None of this makes any sense, because Tonina is breathtaking.
Unlike Palenque, Tonina is basically one large complex of temple-pyramids. However, the sheer size of this complex is awe-inspiring.
The pyramids tower over the surrounding countryside, giving a bird’s eye view of the verdant fields that stretch out in all directions. Perched at the very pinnacle of the complex, it’s hard to not feel like an ancient Mayan god, or perhaps an emperor lording over the lands below. This view actually served a very important purpose one and a half millennia ago, when Tonina was a bustling, heavily militarised city state. During its heyday between the 6th to 9th centuries, Tonina as one of the Mayan world’s most aggressive kingdoms. Its obsession with war earned Tonina plenty of enemies, including Palenque. However, thanks to that beautiful view, nobody could get the drop on Tonina’s defenders, who could easily spot an incoming army from miles away.
Perhaps the best part of Tonina is the fact that you’ll have to work for that view. You’ll have to spend a good 10-15 minutes or so climbing the sides of pyramids to reach the very top. Since the site is practically deserted most days, you might have the climb all to yourself. Needless to say, it all feels a bit like a scene out of an Indiana Jones movie.

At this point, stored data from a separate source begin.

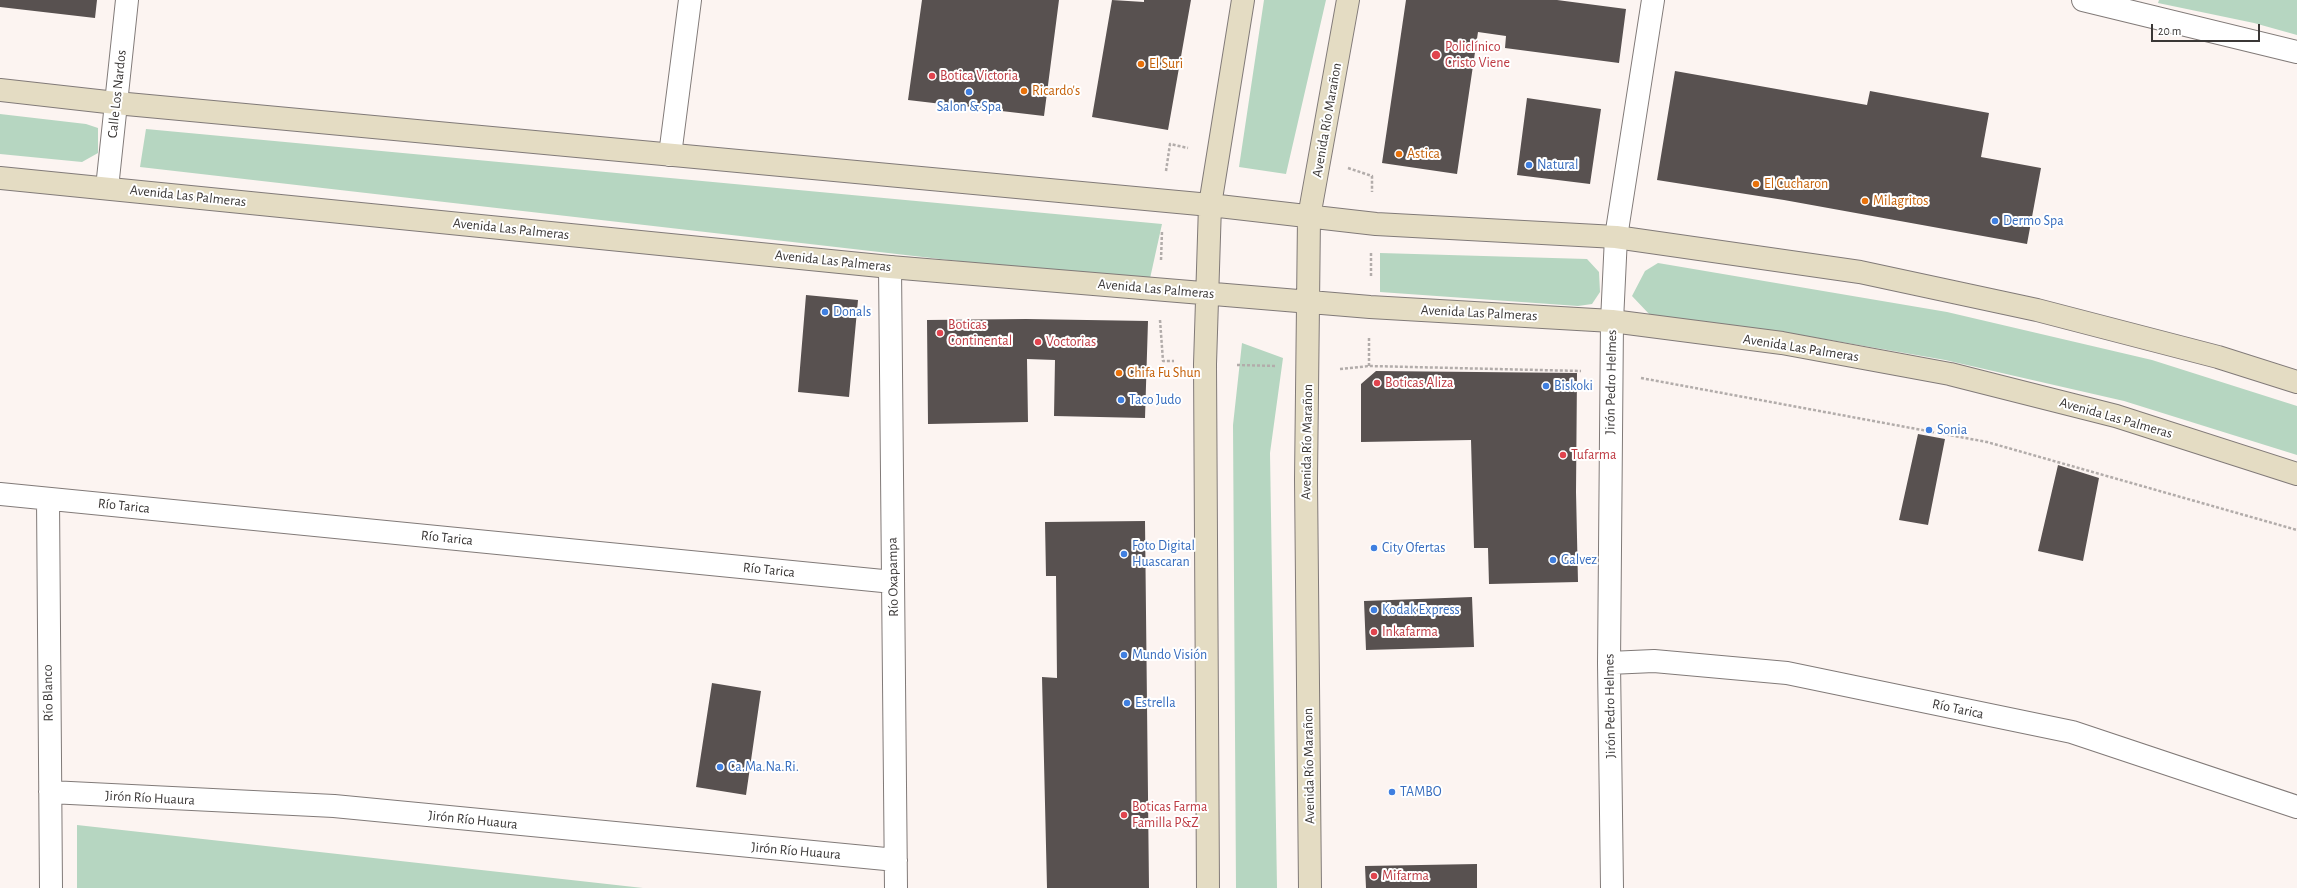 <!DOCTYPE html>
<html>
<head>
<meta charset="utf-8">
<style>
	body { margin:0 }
	#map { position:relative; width:2297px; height:888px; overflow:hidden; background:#fcf4f1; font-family:"Alegreya Sans",sans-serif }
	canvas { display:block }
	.scale { position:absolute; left:2151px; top:24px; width:109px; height:18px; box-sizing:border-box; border:2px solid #3a3736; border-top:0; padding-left:5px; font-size:12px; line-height:14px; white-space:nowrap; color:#3a3736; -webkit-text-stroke:3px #fff; paint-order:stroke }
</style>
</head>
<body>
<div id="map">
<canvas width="2297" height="888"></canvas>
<div class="scale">20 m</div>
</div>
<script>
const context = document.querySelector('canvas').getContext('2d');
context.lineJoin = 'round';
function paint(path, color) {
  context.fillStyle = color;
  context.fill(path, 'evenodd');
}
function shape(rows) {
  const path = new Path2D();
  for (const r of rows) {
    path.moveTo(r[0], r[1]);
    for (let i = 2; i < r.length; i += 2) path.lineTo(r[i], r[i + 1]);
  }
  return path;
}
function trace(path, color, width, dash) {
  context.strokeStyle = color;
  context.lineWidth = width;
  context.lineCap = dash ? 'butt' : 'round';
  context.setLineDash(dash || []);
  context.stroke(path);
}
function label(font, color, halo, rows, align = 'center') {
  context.font = font + ' "Alegreya Sans",sans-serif';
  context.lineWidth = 4;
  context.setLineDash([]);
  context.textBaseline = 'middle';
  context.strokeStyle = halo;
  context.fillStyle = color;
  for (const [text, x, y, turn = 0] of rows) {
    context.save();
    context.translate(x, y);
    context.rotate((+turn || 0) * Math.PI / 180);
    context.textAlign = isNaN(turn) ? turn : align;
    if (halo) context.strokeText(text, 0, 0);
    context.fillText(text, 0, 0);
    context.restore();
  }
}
paint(shape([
	[1264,0,1326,0,1286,174,1239,167],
	[2159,0,2297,0,2297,35,2254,23,2158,3],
	[0,114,86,124,98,128,98,153,82,162,0,154],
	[146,129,1162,224,1149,283,140,167],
	[1380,253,1587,259,1599,272,1600,292,1592,304,1578,306,1380,292],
	[1658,263,1947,312,2152,360,2297,406,2297,455,2124,401,1945,360,1801,335,1650,315,1632,296,1645,271],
	[1242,343,1283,358,1270,453,1277,888,1236,888,1233,425],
	[77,825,643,888,77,888]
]), '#b6d6c1');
paint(shape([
	[0,0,97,0,95,18,0,7],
	[922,0,1059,0,1044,116,908,100],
	[1112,0,1144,2,1144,0,1191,0,1168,130,1092,117],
	[1406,0,1557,0,1626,9,1619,63,1505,48,1506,36,1478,32,1457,174,1382,163],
	[1675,71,1867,105,1870,91,1989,113,1981,157,2041,168,2027,244,1784,200,1657,180],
	[1527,98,1601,109,1590,184,1517,175],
	[806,295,858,300,849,397,798,392],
	[1026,319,1148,321,1145,418,1054,416,1055,360,1027,359,1028,422,928,424,927,320],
	[1376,371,1577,373,1576,492,1578,582,1489,584,1488,548,1474,548,1471,440,1361,442,1361,384],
	[1918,434,1945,439,1928,525,1899,520],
	[2058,465,2099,478,2083,561,2038,551],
	[1145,521,1149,888,1047,888,1042,677,1057,678,1056,576,1046,576,1045,522],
	[1472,597,1474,647,1366,650,1364,601],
	[712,683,761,691,746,795,696,787],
	[1477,864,1477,888,1366,888,1365,866]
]), '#585150');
const street = shape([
	[2083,0,2297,52],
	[670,155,690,0],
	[107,188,127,0],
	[890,267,896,888],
	[0,494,893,582],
	[48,499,51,888],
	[1609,663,1654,661,1787,673,2072,732,2297,807],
	[50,792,334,806,896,860],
	[1612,888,1609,663,1612,321,1616,237,1653,0]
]);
const secondary = shape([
	[0,90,116,103,1210,205,1376,224,1616,237,1860,272,2037,310,2218,357,2297,382],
	[0,178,890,267,1370,307,1612,321,1782,343,1950,374,2116,416,2297,474],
	[1208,888,1205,364,1210,205,1243,0],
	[1310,888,1306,479,1309,217,1348,0]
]);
trace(street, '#817a78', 24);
trace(secondary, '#817a78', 24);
trace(shape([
	[1348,168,1372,176,1372,192],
	[1166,171,1170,144,1188,148],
	[1161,260,1162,231],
	[1371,276,1371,253],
	[1160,320,1163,361,1174,361],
	[1237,365,1277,366],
	[1369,366,1369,337],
	[1340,369,1369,366,1581,371],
	[1641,378,1987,442,2297,530]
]), '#b2acaa', 2.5, [3, 2]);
trace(street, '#fff', 22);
trace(secondary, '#e4dcc3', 22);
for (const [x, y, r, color] of [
	[1436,55,5,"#e0444e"],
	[1141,64,4,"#e8710a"],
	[932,76,4,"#e0444e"],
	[1024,91,4,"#e8710a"],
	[969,92,4,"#3f7fe0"],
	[1399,154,4,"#e8710a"],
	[1529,165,4,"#3f7fe0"],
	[1756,184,4,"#e8710a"],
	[1865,201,4,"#e8710a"],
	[1995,221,4,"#3f7fe0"],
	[825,312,4,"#3f7fe0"],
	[940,333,4,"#e0444e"],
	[1038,342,4,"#e0444e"],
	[1119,373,4,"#e8710a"],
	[1377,383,4,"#e0444e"],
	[1546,386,4,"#3f7fe0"],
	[1121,400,4,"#3f7fe0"],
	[1929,430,4,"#3f7fe0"],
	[1563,455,4,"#e0444e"],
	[1374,548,4,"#3f7fe0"],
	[1124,554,4,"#3f7fe0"],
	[1553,560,4,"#3f7fe0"],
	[1374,610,4,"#3f7fe0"],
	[1374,632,4,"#e0444e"],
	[1124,655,4,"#3f7fe0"],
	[1127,703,4,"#3f7fe0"],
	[720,767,4,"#3f7fe0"],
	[1392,792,4,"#3f7fe0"],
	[1124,815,4,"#e0444e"],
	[1374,876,4,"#e0444e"]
]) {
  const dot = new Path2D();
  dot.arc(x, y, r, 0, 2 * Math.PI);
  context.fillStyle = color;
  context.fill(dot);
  trace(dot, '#fff', 1.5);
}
label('14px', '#be3a42', '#fff', [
	["Policlínico",1445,47],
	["Cristo Viene",1445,63],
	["Botica Victoria",940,76],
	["Boticas",948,325],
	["Continental",948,341],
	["Voctorias",1046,342],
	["Boticas Aliza",1385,383],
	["Tufarma",1571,455],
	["Inkafarma",1382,632],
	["Boticas Farma",1132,807],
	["Familla P&Z",1132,823],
	["Mifarma",1382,876]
], 'left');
label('14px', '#c56008', '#fff', [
	["El Suri",1149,64],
	["Ricardo's",1032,91],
	["Astica",1407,154],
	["El Cucharon",1764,184],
	["Milagritos",1873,201],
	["Chifa Fu Shun",1127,373]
], 'left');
label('14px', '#3a3736', '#fff', [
	["Calle Los Nardos",117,94,-84],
	["Avenida Río Marañon",1327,120,-80],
	["Avenida Las Palmeras",188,196,6],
	["Avenida Las Palmeras",511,229,6],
	["Avenida Las Palmeras",833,261,6],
	["Avenida Las Palmeras",1156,289,5],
	["Avenida Las Palmeras",1479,313,3],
	["Avenida Las Palmeras",1801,348,9],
	["Jirón Pedro Helmes",1611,382,-89],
	["Avenida Las Palmeras",2116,418,16],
	["Avenida Río Marañon",1307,442,-89],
	["Río Tarica",124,506,6],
	["Río Tarica",447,538,6],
	["Río Tarica",769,570,6],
	["Río Oxapampa",893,577,-91],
	["Río Blanco",48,693,-91],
	["Jirón Pedro Helmes",1610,706,-91],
	["Río Tarica",1958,709,12],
	["Avenida Río Marañon",1309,766,-91],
	["Jirón Río Huaura",150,798,3],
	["Jirón Río Huaura",473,820,6],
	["Jirón Río Huaura",796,851,5]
]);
label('14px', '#366cbe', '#fff', [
	["Salon & Spa",969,107,"center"],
	["Natural",1537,165],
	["Dermo Spa",2003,221],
	["Donals",833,312],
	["Biskoki",1554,386],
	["Taco Judo",1129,400],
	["Sonia",1937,430],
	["Foto Digital",1132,546],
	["Huascaran",1132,562],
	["City Ofertas",1382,548],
	["Galvez",1561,560],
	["Kodak Express",1382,610],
	["Mundo Visión",1132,655],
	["Estrella",1135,703],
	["Ca.Ma.Na.Ri.",728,767],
	["TAMBO",1400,792]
], 'left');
</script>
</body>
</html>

Now, I already know not everyone will agree Tonina is better than Palenque. It lacks the jungle backdrop that makes Palenque so exciting, and has far fewer structures. It also doesn’t appear to have been excavated as thoroughly. However, Tonina makes up for this with the lack of crowds and incredible view; plus the fact you can actually climb the pyramids.
Tonina is very easy to reach from San Cristobal. Take any of the regular colectivos from outside San Cristobal’s long distance bus terminal heading for the town of Ocosingo (doable in less than two hours). You’ll then need to head down to Ocosingo’s main market, the Tianguis Campesino. From there, ask around for the combis to Tonina. It’s a bit hard to describe exactly where they leave from, as the tianguis is a bit of a maze. Lonely Planet has a stop marked on their map, but it’s off by around 300 meters. The trip to the ruins takes around 15 minutes from town.
Apparently, there’s supposed to be an entrance fee to Tonina, but for some reason the guards just waved me through for free.
The site itself can be comfortably covered in an hour or two. You could wait at the ruins for a combi, though I just started walking back to town with my thumb up. Within 10 minutes I was chilling out in the back of a pick up truck, and was back in Ocosingo in time for lunch. Speaking of which, there’s a few good restaurants around the town’s plaza. Ocosingo itself doesn’t have many attractions, though it has an interesting history. In 1994, it was the site of one of the fiercest battles between the Mexican army and the EZLN rebels. Today, the countryside around Ocosingo is still among the most ardent bastions of EZLN support, and you’ll see plenty of images of Che Guevara, Fidel Castro and Subcomandante Marcos/ Galeano.
Likewise, there’s also a heavy military presence in the area, including a massive army base on the road between Ocosingo and Tonina. I also saw plenty of surprisingly well armed grunts milling around Ocosingo’s town centre, though I have no idea if this is normal.
Finally, to return to San Cristobal, you can either take a bus or colectivo. There’s only one bus during the day, and it leaves right on 3pm. I was lucky enough to arrive just as it was leaving, though the driver was happy to wait one moment while I rushed inside and grabbed a ticket. If you’re not so lucky, colectivos run from the lot uphill from the terminal until around 7 or 8pm. The bus is slightly cheaper and more comfortable, so it’s worth trying to make it. You’ll arrive back at San Cristobal between 4.30 and 5pm.